Wednesday, February 2, 2011
2:30 am...nothing useful
I am one of those people who feels that in life, you only take with you a few friends that stick with you through and through. In this past year I lost one job and found another and I seem to run into the same thing over and over. Originally I couldn't hang with my friend co-workers because I wasn't 21 y/o. When I did become legal, it didn't seem to phase those who called me friend. One person, who I thought I connected with really well, ended up moving away right after I got fired from my last job. Now that she lives in another city and is in a relationship, almost all communication has stopped. Others who talked about doing things with me in the future simply didn't contact me even after I tried communicating with them.

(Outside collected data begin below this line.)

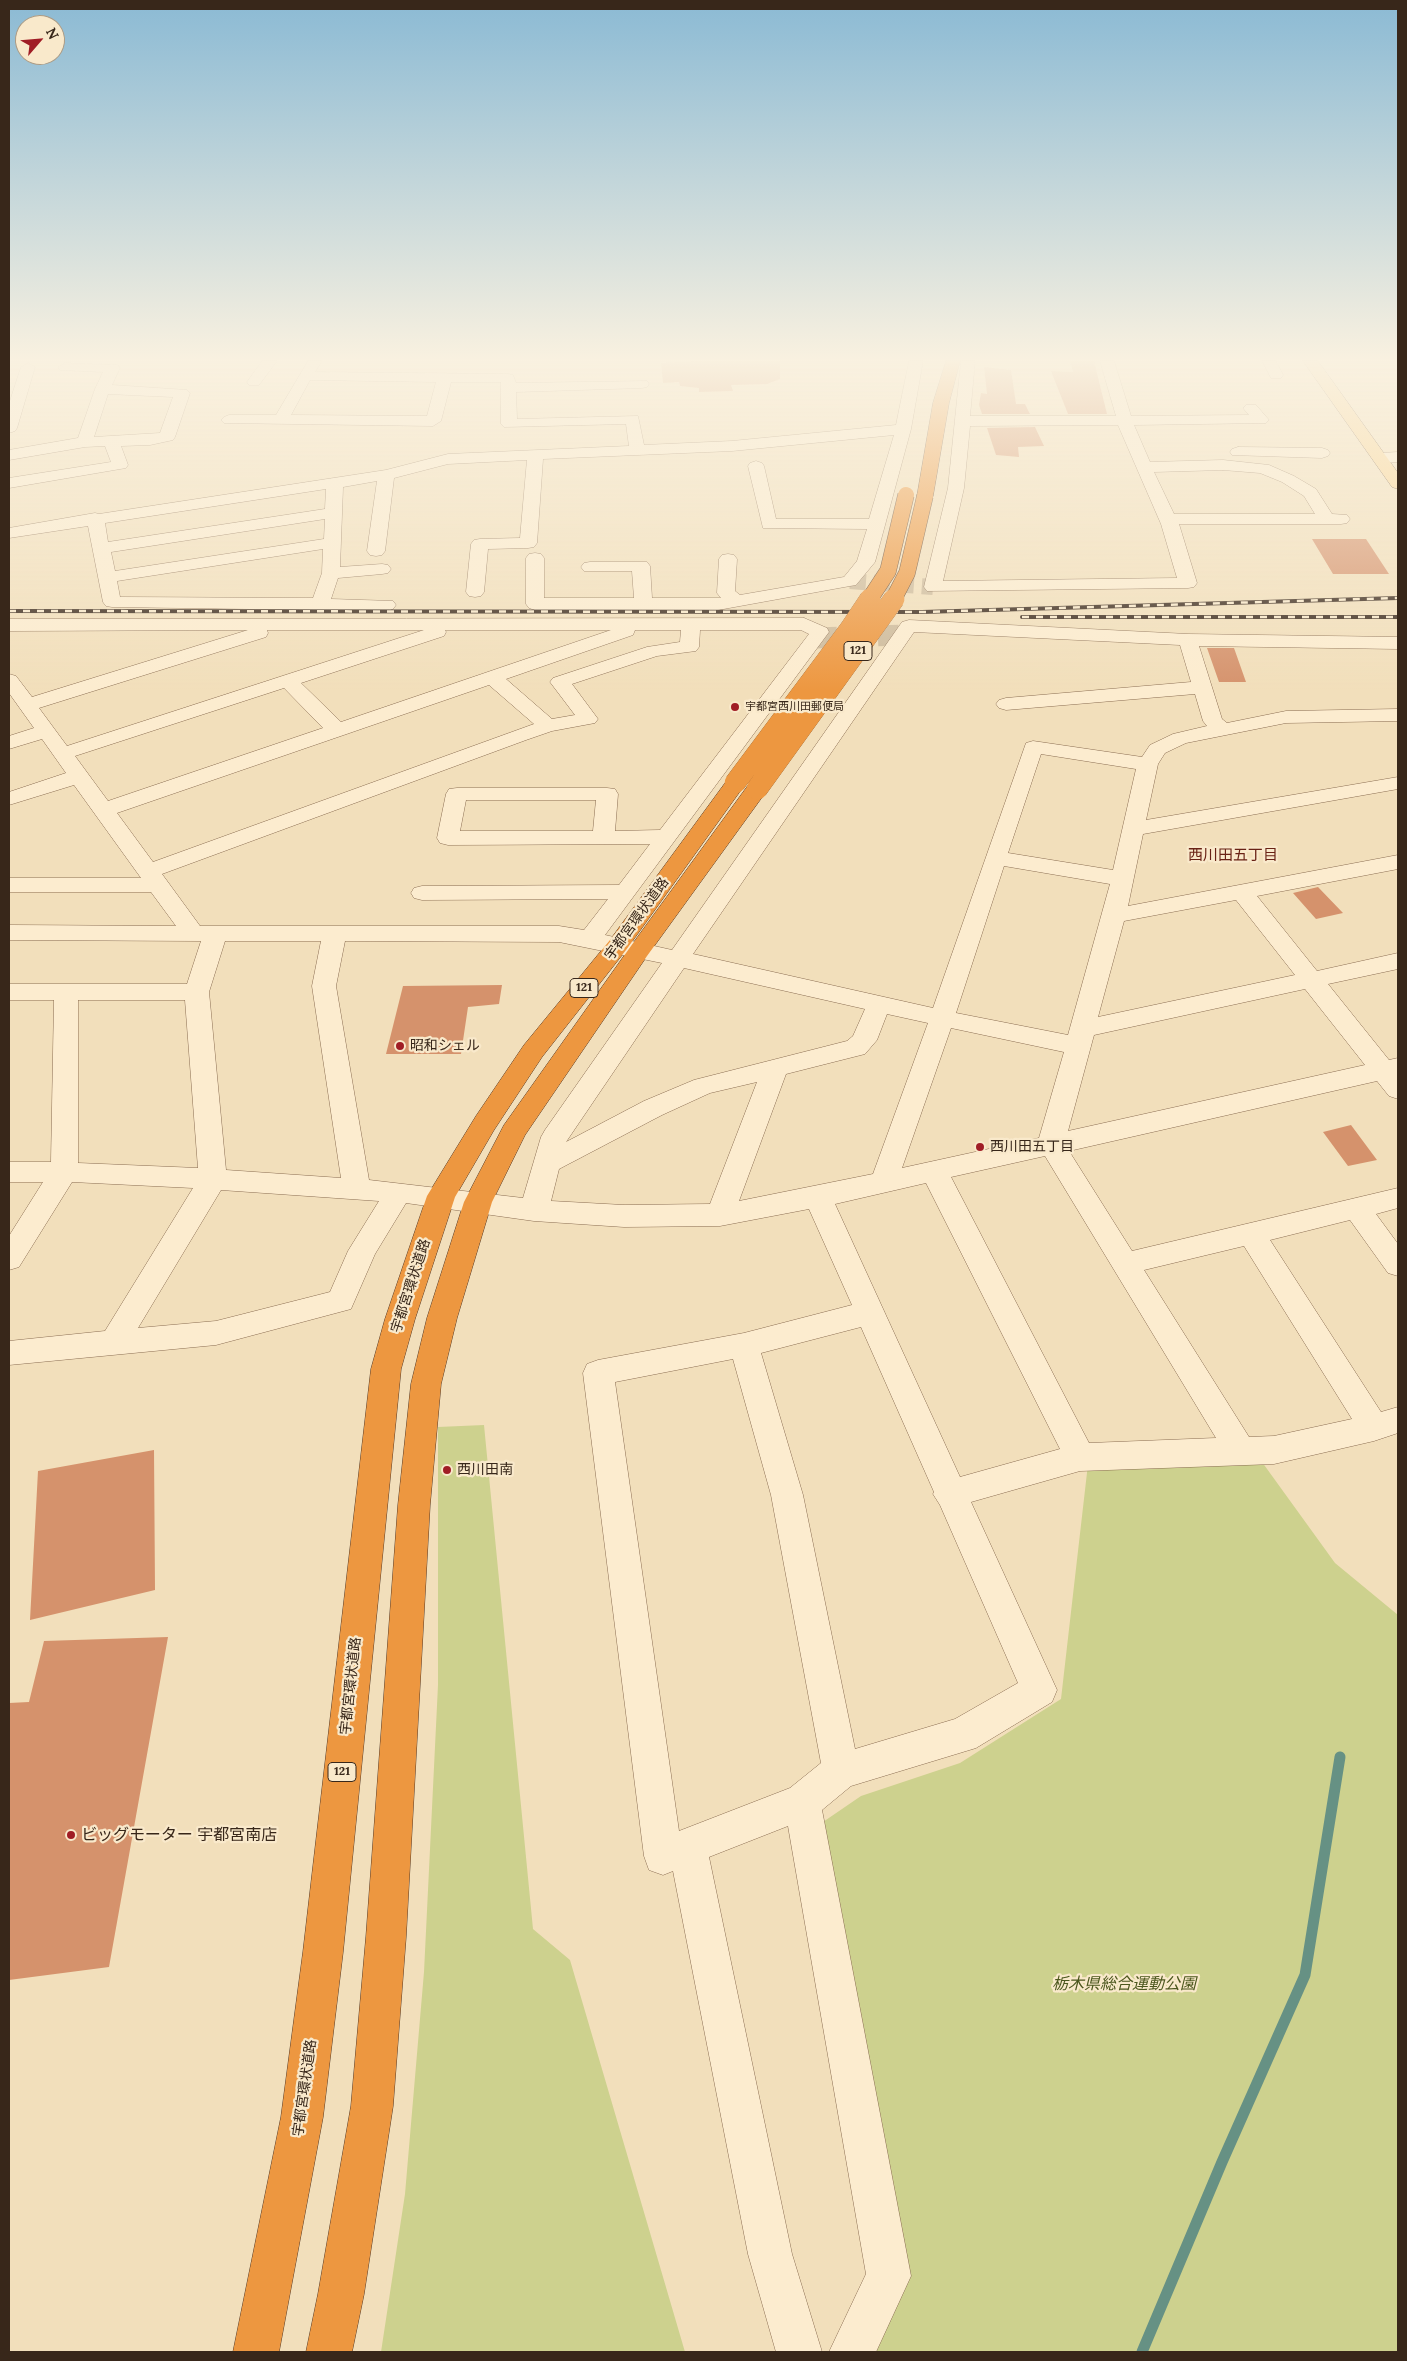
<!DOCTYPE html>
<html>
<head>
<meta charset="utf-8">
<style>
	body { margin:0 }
	#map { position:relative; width:1407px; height:2361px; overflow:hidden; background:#f2dfbb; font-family:Lora,serif }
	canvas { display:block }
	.frame { position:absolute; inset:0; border:10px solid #38271a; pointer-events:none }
	.north { position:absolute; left:15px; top:15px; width:50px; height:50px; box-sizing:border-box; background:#f9e9cb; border:1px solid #ac9b84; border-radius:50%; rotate:63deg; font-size:14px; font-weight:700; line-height:20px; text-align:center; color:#38271a }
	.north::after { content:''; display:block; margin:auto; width:18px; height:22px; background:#a01d25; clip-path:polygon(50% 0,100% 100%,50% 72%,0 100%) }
</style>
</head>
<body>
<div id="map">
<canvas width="1407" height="2361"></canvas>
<div class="frame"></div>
<div class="north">N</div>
</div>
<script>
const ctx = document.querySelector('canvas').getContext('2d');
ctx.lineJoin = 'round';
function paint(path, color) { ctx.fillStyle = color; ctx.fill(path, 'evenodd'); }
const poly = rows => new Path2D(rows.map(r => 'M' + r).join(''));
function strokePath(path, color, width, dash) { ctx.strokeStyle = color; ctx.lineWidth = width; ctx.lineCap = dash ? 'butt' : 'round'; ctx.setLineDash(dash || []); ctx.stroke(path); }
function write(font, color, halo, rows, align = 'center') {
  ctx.font = font + ' Lora,"Noto Sans JP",serif'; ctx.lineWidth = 4.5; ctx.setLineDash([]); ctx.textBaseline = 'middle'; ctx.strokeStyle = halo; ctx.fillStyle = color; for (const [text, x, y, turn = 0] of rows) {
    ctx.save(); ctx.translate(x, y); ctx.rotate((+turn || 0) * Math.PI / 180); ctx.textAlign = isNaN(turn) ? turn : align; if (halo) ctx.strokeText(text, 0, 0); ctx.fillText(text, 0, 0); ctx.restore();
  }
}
paint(poly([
	[484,1425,533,1929,570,1960,685,2352,381,2352,405,2194,424,1972,438,1685,438,1427],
	[1262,1462,1335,1563,1398,1615,1398,2352,862,2352,899,2271,823,1822,861,1796,960,1763,1061,1699,1088,1464]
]), '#cdd18e');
strokePath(poly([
	[1142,2352,1222,2162,1305,1975,1340,1757]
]), '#669184', 11);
paint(poly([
	[698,361,780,361,780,379,767,384,731,385,733,391,699,392,699,388,680,386,679,382,663,383,661,363],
	[1070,361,1094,361,1107,414,1068,414,1051,371,1073,372],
	[984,367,1011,370,1016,404,1025,404,1030,414,982,414,979,405,981,393,987,394],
	[1035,427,1044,446,1018,447,1019,457,996,455,987,428],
	[1312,539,1366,539,1389,574,1333,574],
	[1207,648,1234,648,1246,682,1219,682],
	[1318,887,1343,913,1316,919,1293,893],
	[502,985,499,1004,468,1007,461,1054,386,1054,403,986],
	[1351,1125,1377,1160,1348,1166,1323,1132],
	[154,1450,155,1590,30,1620,38,1471],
	[168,1637,109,1967,9,1980,9,1703,29,1702,44,1641]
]), '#d5926c');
strokePath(poly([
	[850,581,933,587]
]), '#cdba9b', 16, [16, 8]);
strokePath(poly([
	[816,638,903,635]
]), '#cdba9b', 21, [21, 10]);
const minor = poly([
	[262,361,277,361,259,385,249,385,247,382,262,361],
	[308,361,322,361,315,372,508,374,513,375,516,383,647,381,649,384,647,387,642,388,516,392,517,419,638,416,644,445,732,441,896,425,909,361,923,361,911,429,875,562,856,585,850,586,718,610,535,610,529,608,526,604,526,558,529,554,535,553,541,554,544,558,544,598,634,598,632,571,584,571,581,567,584,563,590,562,647,562,650,566,652,598,721,598,717,593,719,559,722,555,728,554,734,555,737,559,735,591,740,595,844,577,857,561,867,529,763,528,748,466,750,463,756,461,762,463,764,466,776,519,869,519,894,435,732,451,543,459,537,543,534,547,528,548,488,549,484,592,481,596,475,597,469,596,466,592,471,544,474,540,480,539,520,538,527,460,448,464,394,478,385,551,382,555,376,556,370,555,367,551,377,481,343,487,340,567,382,564,388,565,391,569,388,573,382,574,338,578,331,599,393,601,396,605,393,609,387,611,112,607,106,606,103,602,88,526,9,538,9,528,95,513,99,514,386,470,448,454,629,446,626,424,504,427,501,424,501,382,451,382,441,421,433,426,224,423,221,420,224,417,229,415,276,415,308,361],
	[310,380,436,382,427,416,291,415,310,380],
	[326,489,325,509,108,542,105,523,326,489],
	[325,519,324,539,115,571,111,552,325,519],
	[323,549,322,573,313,598,120,597,117,581,323,549],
	[961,361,975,361,970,416,1116,416,1100,361,1114,361,1131,416,1249,415,1243,408,1246,405,1256,405,1269,420,1266,423,1134,425,1150,462,1223,460,1269,465,1294,476,1316,489,1332,514,1347,515,1350,519,1347,523,1341,524,1179,524,1197,583,1194,587,1188,588,927,591,924,587,948,488,961,361],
	[1118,425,1161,524,1177,578,943,581,964,488,970,426,1118,425],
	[1223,470,1260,473,1282,482,1304,496,1315,514,1174,514,1154,472,1223,470],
	[1262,361,1276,361,1283,375,1281,378,1271,378,1262,361],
	[28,363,35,367,17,428,15,431,9,433,9,404,21,367,28,363],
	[65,363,118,365,120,368,112,385,187,390,190,393,175,437,173,440,150,445,121,446,128,465,126,468,9,488,9,478,111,462,105,446,85,447,9,460,9,450,78,438,95,389,103,372,60,370,58,367,65,363],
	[108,394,173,397,160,433,94,437,108,394],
	[1238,447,1322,448,1328,450,1330,453,1328,456,1322,458,1232,455,1230,452,1232,449,1238,447],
	[1398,452,1398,462,1381,463,1375,461,1373,458,1375,455,1381,453,1398,452],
	[804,618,827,628,829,632,605,935,672,950,902,622,909,620,1188,634,1398,637,1398,649,1199,646,1222,719,1227,723,1286,711,1398,709,1398,721,1286,723,1186,743,1165,753,1158,764,1146,820,1398,777,1398,789,1143,834,1128,906,1398,855,1398,869,1257,896,1317,971,1398,953,1398,969,1328,984,1389,1060,1398,1058,1398,1099,1389,1096,1377,1081,1069,1151,1132,1251,1398,1188,1398,1208,1376,1214,1398,1244,1398,1276,1388,1273,1350,1220,1270,1240,1381,1412,1398,1407,1398,1433,1374,1441,1274,1464,1080,1471,971,1502,1057,1690,1052,1702,976,1748,851,1786,822,1810,911,2276,876,2352,829,2352,866,2274,788,1826,709,1857,792,2254,822,2352,776,2352,748,2254,673,1871,663,1875,649,1870,644,1856,583,1373,587,1364,598,1360,744,1333,852,1305,809,1209,720,1226,624,1227,534,1221,406,1203,375,1254,351,1309,216,1345,9,1365,9,1341,105,1331,193,1188,72,1182,19,1267,9,1270,9,1236,43,1182,9,1182,9,1162,51,1162,54,1000,9,1000,9,984,187,984,201,941,9,940,9,925,176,926,151,892,9,892,9,878,141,878,74,785,9,805,9,792,66,773,42,739,9,749,9,736,34,728,9,693,9,674,16,676,32,697,248,630,9,631,9,619,804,618],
	[267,630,424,630,67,746,39,708,266,637,268,633,267,630],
	[445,630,611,630,341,722,301,683,444,636,446,632,445,630],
	[635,630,681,630,680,642,647,647,553,678,550,682,575,715,552,719,506,679,633,635,635,630],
	[700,630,801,630,809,634,660,830,615,831,618,794,615,789,607,788,457,788,449,789,446,794,437,838,440,843,448,845,650,844,619,885,422,886,414,888,411,893,414,898,422,900,608,899,584,930,559,926,200,926,162,874,526,740,552,731,595,723,598,719,572,684,657,656,696,651,699,647,700,630],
	[914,632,1180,645,1191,682,1006,698,999,700,996,704,999,708,1006,710,1195,694,1203,721,1207,726,1173,734,1150,745,1142,757,1033,741,1026,743,933,1008,693,954,914,632],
	[489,685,534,724,153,862,117,813,489,685],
	[284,688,323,728,108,801,75,756,284,688],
	[1041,754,1136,769,1113,870,1008,853,1041,754],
	[466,800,596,800,593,831,460,831,466,800],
	[1004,866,1110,884,1068,1035,956,1013,1004,866],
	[1236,900,1295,975,1098,1017,1124,921,1236,900],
	[225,941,321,941,312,986,341,1178,226,1170,209,992,225,941],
	[345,941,559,942,662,963,545,1130,541,1137,523,1198,369,1180,336,986,345,941],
	[684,968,865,1009,853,1036,847,1041,694,1080,644,1101,566,1142,684,968],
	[1305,989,1365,1065,1068,1131,1094,1035,1305,989],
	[78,1000,185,1000,198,1168,78,1163,78,1000],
	[887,1014,928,1023,873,1174,739,1201,786,1074,865,1054,877,1040,887,1014],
	[951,1028,1064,1052,1039,1138,902,1168,951,1028],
	[757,1082,710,1204,624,1205,551,1201,559,1169,662,1115,710,1093,757,1082],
	[1045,1156,1216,1438,1089,1443,951,1177,1045,1156],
	[926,1183,1060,1449,960,1477,835,1204,926,1183],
	[221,1190,379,1201,348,1251,330,1292,216,1321,138,1328,221,1190],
	[1244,1246,1352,1419,1274,1436,1249,1437,1144,1270,1244,1246],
	[861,1327,934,1492,933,1494,940,1505,1018,1683,955,1719,855,1749,803,1495,761,1353,861,1327],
	[733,1359,771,1495,821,1763,790,1788,679,1831,615,1382,733,1359]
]);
const major = poly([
	[1303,361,1318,361,1398,473,1398,489,1392,487,1303,361]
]);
const highway = poly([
	[946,361,960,361,949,403,933,496,931,500,925,501,919,500,917,496,933,403,946,361],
	[735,777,742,779,746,783,626,950,542,1057,494,1130,455,1197,415,1319,401,1369,343,1952,323,2117,279,2352,233,2352,281,2117,303,1952,371,1369,385,1319,427,1196,476,1116,524,1045,610,940,728,779,735,777],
	[757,783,765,784,768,789,647,956,525,1135,492,1202,457,1318,441,1384,430,1505,406,1937,393,2106,364,2294,352,2352,306,2352,318,2294,351,2106,366,1937,398,1505,411,1384,427,1318,464,1202,504,1125,631,946,749,784,757,783]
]);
strokePath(minor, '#8b6e53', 1);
strokePath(major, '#583c28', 1);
strokePath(highway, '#583c28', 1);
paint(minor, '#fceccf');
paint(major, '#fbd38d');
paint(highway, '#ed9740');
const rail = poly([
	[9,611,922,612,1398,598],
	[1022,617,1398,617]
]);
strokePath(rail, '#38271a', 4);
strokePath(rail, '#f9e9cb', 2.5, [7]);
const highwayBridgeFar1 = poly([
	[869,600,888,571,906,495],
	[893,600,907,573,925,496]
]);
const highwayBridge = poly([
	[735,783,850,629,870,599],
	[757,789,894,599]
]);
strokePath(highwayBridgeFar1, '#583c28', 17, []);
strokePath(highwayBridge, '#583c28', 21, []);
strokePath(highwayBridgeFar1, '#ed9740', 16);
strokePath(highwayBridge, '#ed9740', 21);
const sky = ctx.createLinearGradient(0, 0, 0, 692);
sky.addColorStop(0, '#8bbad4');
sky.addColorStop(0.52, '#f9f1e0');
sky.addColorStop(1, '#f9f1e000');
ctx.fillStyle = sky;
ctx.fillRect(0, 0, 1407, 692);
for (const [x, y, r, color] of [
	[735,707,5,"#a01d25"],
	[400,1046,5,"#a01d25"],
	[980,1147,5,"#a01d25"],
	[447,1470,5,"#a01d25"],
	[71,1835,5,"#a01d25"]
]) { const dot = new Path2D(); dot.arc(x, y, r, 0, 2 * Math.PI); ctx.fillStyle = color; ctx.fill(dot); strokePath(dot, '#f9e9cb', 2); }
write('11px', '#38271a', '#f9e9cb', [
	["宇都宮西川田郵便局",745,707]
], 'left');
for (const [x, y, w] of [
	[858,651,28],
	[584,988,28],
	[342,1772,28]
]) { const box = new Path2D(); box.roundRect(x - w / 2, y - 9.5, w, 19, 4); ctx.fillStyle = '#f9e9cb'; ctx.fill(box); strokePath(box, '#38271a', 1); }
write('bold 12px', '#38271a', null, [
	["121",858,651],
	["121",584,988],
	["121",342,1772]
]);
write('14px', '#38271a', '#f9e9cb', [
	["宇都宮環状道路",637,919,-54],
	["宇都宮環状道路",411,1286,-72],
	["宇都宮環状道路",351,1686,-84],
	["宇都宮環状道路",305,2088,-82]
]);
write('14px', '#38271a', '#f9e9cb', [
	["昭和シェル",410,1046],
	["西川田五丁目",990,1147],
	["西川田南",457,1470]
], 'left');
write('15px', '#692215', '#f9e9cb', [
	["西川田五丁目",1233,856]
]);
write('16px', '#38271a', '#f9e9cb', [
	["ビッグモーター 宇都宮南店",81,1835]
], 'left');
write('italic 16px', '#4c571e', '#f9e9cb', [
	["栃木県総合運動公園",1124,1984]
]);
</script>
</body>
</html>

Now that I am at my new job, I've made friends and have gotten to know some really strong and fun women, but as narcissistic of me to think that I'm just as fun, awesome and experienced as these women, I feel that the age gap is what is dragging me down. They talk about their kids and divorces and foreclosures and bankruptcy and I just don't know what to say. The divorce thing is a touchy subject, being a child of a bad one, but I still have some social insight as to how to handle a bad situation and see the light at the end. I just wish I was thought of more often I guess. Even my best friend I feel rarely thinks of me. I think of her all the time but I'm just to wrapped up in this paranoid feeling that I am butting into other peoples' lives. I just don't know what to do. I guess sitting and playing Halo with the bf can only stimulate me so far.